■ PROBLEM DESCRIPTION:
Pull from the data below each line where the word "Avenida" occurs, and copy it.
START THE INPUT
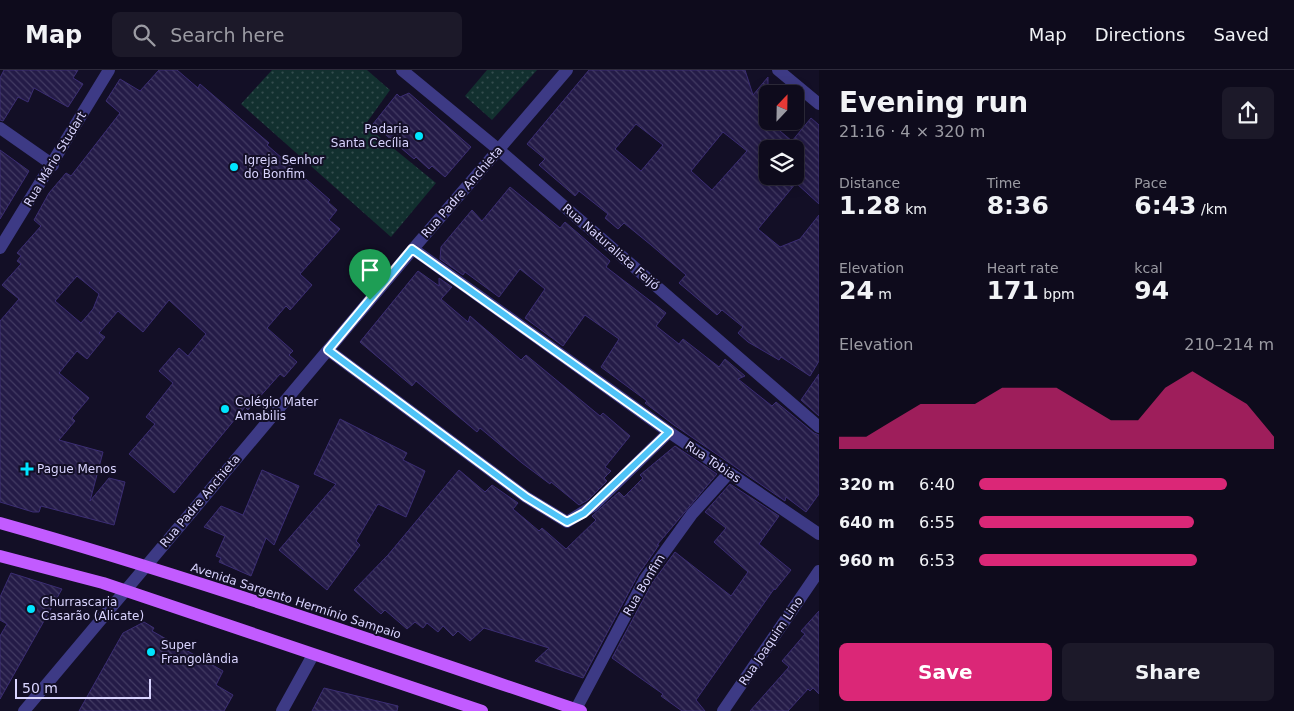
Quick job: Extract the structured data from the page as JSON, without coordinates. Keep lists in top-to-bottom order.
{
  "streets": {
    "main road": ["Avenida Sargento Hermínio Sampaio"],
    "street": [
      "Rua Mário Studart",
      "Rua Padre Anchieta",
      "Rua Naturalista Feijó",
      "Rua Tobias",
      "Rua Bonfim",
      "Rua Joaquim Lino"
    ]
  },
  "crossings": [
    ["Rua Padre Anchieta", "Rua Naturalista Feijó"],
    ["Rua Padre Anchieta", "Rua Tobias"],
    ["Rua Padre Anchieta", "Avenida Sargento Hermínio Sampaio"],
    ["Rua Tobias", "Rua Bonfim"],
    ["Rua Bonfim", "Avenida Sargento Hermínio Sampaio"]
  ],
  "places": {
    "other": [
      "Padaria Santa Cecília",
      "Igreja Senhor do Bonfim",
      "Colégio Mater Amabilis",
      "Churrascaria Casarão (Alicate)",
      "Super Frangolândia"
    ],
    "health": ["Pague Menos"]
  },
  "scale_bar": "50 m",
  "north": "top",
  "page": {
    "header": "Map",
    "search": "Search here",
    "nav": ["Map", "Directions", "Saved"],
    "heading": ["Evening run", "21:16 · 4 × 320 m"],
    "stats": [
      ["Distance", "1.28 km"],
      ["Time", "8:36"],
      ["Pace", "6:43 /km"],
      ["Elevation", "24 m"],
      ["Heart rate", "171 bpm"],
      ["kcal", "94"]
    ],
    "chart": ["Elevation", "210–214 m"],
    "list": [
      {
        "name": "320 m",
        "note": "6:40"
      },
      {
        "name": "640 m",
        "note": "6:55"
      },
      {
        "name": "960 m",
        "note": "6:53"
      }
    ],
    "buttons": ["Save", "Share"],
    "scale": "50 m"
  }
}
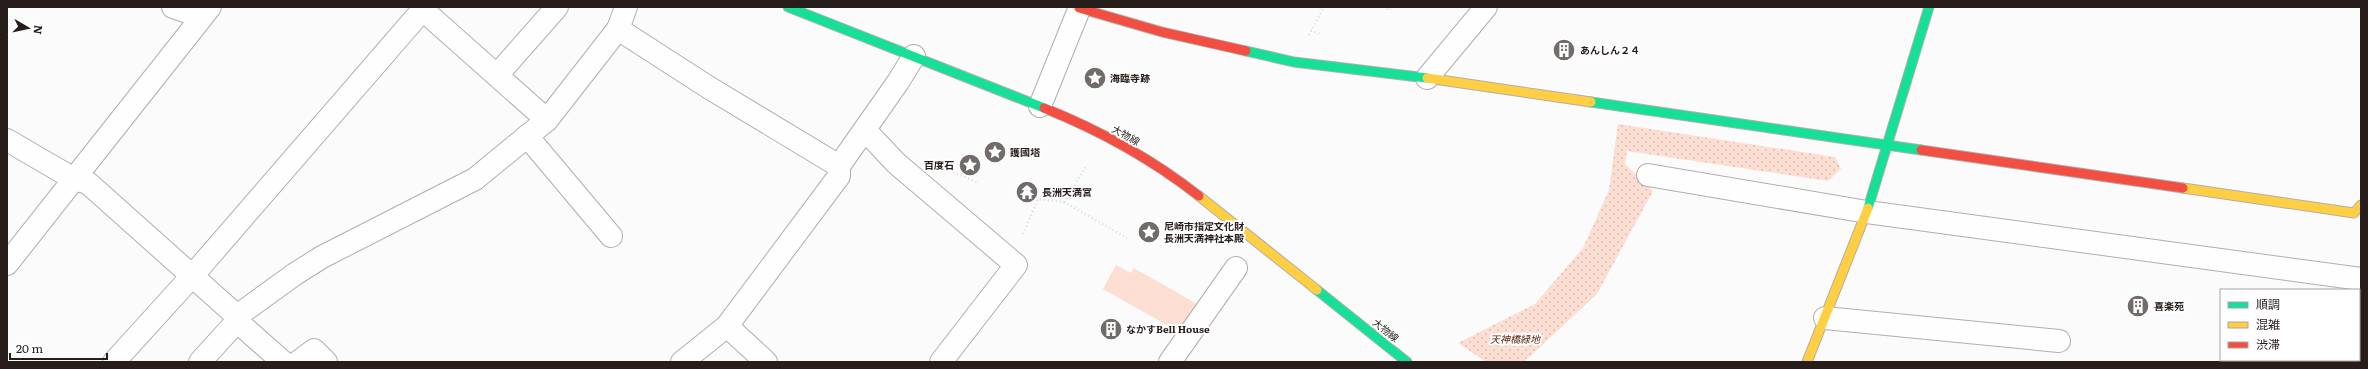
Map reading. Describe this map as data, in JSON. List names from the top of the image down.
{
  "streets": {
    "street": ["大物線"]
  },
  "parks": ["天神橋緑地"],
  "places": {
    "building": ["あんしん２４", "喜楽苑", "なかすBell House"],
    "place": [
      "海臨寺跡",
      "護國塔",
      "百度石",
      "尼崎市指定文化財 長洲天満神社本殿"
    ],
    "temple": ["長洲天満宮"]
  },
  "legend": ["順調", "混雑", "渋滞"],
  "scale_bar": "20 m",
  "north": "right"
}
END THE INPUT
■ TASK ANSWER:
    "main road": ["Avenida Sargento Hermínio Sampaio"],
    ["Rua Padre Anchieta", "Avenida Sargento Hermínio Sampaio"],
    ["Rua Bonfim", "Avenida Sargento Hermínio Sampaio"]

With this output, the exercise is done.